> [BRIEF]
Lines in the listing below that include the word "right" need to be copied.
%%
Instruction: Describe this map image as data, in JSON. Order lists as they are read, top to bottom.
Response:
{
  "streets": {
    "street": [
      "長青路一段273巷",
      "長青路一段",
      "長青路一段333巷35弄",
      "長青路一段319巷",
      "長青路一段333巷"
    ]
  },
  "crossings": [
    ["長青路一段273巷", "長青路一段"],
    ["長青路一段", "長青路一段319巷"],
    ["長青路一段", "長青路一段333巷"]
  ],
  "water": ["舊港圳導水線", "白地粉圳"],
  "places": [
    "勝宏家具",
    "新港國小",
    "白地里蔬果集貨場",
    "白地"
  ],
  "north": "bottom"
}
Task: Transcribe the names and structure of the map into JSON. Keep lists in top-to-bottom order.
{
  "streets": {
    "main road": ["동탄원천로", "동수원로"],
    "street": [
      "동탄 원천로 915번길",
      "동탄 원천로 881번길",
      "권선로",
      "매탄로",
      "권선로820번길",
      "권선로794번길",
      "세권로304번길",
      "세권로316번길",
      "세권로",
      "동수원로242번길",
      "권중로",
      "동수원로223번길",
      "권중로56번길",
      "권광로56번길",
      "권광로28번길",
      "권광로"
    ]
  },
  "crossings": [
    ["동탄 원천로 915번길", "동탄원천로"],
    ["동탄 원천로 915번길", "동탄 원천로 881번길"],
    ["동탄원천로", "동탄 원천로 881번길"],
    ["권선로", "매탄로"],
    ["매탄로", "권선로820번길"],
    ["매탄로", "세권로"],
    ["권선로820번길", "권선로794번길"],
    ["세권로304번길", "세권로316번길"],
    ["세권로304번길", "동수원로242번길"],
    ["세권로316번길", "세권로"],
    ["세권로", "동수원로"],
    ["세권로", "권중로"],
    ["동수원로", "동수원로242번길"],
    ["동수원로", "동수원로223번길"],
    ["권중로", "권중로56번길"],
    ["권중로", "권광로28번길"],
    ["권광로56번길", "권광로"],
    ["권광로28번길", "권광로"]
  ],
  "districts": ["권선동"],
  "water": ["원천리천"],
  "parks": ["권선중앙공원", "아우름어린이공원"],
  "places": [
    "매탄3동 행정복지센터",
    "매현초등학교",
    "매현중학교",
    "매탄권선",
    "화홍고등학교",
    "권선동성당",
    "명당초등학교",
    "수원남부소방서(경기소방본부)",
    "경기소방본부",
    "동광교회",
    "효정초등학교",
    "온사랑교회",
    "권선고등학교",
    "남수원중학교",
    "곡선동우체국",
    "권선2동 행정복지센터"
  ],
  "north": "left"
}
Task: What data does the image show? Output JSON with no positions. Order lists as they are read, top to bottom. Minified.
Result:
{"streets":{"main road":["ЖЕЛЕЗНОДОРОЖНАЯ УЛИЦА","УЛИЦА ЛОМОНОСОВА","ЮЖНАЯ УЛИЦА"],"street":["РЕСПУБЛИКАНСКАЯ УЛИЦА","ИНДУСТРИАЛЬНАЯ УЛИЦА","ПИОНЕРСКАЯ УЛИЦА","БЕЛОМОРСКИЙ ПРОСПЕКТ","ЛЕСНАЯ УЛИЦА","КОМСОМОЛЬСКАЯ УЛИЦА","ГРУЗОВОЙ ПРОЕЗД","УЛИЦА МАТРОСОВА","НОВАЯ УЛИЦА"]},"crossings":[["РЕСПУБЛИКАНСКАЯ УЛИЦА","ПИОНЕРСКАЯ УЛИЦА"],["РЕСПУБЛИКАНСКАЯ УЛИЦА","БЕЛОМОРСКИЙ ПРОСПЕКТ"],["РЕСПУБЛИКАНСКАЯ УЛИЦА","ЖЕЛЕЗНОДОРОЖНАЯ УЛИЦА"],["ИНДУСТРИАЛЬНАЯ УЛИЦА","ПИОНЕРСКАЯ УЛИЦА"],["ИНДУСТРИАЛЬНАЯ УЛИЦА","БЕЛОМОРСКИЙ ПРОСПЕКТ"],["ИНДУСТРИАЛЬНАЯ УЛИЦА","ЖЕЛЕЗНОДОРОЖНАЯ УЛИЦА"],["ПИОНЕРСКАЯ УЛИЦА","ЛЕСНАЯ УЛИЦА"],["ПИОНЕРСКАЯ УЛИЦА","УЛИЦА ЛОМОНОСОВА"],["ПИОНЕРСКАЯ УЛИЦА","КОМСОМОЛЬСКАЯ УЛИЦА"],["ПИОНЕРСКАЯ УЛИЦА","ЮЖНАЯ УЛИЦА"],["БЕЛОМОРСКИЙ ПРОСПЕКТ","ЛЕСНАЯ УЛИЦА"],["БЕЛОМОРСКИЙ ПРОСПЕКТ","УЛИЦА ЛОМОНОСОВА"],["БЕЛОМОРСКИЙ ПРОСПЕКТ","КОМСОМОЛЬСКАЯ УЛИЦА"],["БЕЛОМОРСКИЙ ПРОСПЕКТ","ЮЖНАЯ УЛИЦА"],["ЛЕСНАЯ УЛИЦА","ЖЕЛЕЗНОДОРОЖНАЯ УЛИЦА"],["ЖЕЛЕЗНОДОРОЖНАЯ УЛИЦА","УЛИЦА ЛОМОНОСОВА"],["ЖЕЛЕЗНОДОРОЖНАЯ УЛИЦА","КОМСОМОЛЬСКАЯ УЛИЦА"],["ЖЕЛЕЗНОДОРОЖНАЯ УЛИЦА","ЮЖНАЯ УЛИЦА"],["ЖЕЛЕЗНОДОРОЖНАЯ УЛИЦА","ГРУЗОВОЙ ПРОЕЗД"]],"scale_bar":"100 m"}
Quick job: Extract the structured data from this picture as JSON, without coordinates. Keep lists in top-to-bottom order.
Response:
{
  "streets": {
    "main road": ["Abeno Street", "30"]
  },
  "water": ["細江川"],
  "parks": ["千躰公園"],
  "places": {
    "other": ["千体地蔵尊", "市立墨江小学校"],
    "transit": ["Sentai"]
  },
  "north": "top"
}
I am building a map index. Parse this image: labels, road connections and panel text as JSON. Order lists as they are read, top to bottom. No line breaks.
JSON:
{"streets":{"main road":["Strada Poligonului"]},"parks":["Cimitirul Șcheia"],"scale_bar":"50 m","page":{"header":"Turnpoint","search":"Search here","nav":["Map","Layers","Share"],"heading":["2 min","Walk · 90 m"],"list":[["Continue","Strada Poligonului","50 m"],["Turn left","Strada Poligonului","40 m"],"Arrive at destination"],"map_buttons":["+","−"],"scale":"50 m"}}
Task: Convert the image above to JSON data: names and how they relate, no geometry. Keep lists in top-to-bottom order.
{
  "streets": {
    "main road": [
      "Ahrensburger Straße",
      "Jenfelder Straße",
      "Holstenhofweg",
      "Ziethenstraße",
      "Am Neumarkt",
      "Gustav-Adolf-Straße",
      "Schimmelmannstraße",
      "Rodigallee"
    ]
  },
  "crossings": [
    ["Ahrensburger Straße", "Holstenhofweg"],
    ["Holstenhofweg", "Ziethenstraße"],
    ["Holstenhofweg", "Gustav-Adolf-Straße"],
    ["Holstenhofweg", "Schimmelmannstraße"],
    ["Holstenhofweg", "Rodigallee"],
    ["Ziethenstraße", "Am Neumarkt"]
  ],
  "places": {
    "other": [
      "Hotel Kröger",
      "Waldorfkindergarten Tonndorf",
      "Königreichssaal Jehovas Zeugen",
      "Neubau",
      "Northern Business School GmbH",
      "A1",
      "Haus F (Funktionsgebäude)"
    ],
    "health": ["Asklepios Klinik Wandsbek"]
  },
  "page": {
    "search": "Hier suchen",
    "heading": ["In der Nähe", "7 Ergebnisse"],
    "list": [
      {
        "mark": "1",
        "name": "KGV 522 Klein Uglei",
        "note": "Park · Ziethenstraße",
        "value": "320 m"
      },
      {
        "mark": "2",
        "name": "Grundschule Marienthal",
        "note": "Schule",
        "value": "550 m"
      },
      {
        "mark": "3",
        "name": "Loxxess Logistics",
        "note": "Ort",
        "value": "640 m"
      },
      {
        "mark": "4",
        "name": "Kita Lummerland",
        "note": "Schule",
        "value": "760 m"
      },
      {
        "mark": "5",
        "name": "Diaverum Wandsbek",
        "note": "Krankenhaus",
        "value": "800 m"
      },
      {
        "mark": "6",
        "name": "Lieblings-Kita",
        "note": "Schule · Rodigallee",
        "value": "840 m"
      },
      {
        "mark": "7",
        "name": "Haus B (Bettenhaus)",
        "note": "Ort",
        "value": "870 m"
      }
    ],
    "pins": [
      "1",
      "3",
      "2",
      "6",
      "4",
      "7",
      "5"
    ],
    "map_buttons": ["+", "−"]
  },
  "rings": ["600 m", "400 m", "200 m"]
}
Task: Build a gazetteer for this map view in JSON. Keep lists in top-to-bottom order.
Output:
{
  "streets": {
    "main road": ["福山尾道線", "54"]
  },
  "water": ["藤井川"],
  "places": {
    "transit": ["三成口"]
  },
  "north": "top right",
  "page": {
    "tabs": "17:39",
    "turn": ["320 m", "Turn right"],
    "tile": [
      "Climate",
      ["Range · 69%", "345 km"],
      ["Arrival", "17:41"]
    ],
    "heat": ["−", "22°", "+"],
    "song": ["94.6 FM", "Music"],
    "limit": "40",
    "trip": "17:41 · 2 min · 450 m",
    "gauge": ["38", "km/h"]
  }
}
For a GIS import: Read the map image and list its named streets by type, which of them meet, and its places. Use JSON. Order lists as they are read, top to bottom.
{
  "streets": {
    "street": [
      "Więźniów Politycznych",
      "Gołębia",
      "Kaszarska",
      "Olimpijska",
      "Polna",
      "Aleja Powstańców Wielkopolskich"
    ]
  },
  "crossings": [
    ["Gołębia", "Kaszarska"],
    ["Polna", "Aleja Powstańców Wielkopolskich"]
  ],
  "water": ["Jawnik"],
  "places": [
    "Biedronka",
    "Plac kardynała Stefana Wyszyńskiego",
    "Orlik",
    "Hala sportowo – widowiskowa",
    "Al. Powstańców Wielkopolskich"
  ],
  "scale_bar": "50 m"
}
%%
> [ANSWER SECTION]
  "north": "top right",
    "turn": ["320 m", "Turn right"],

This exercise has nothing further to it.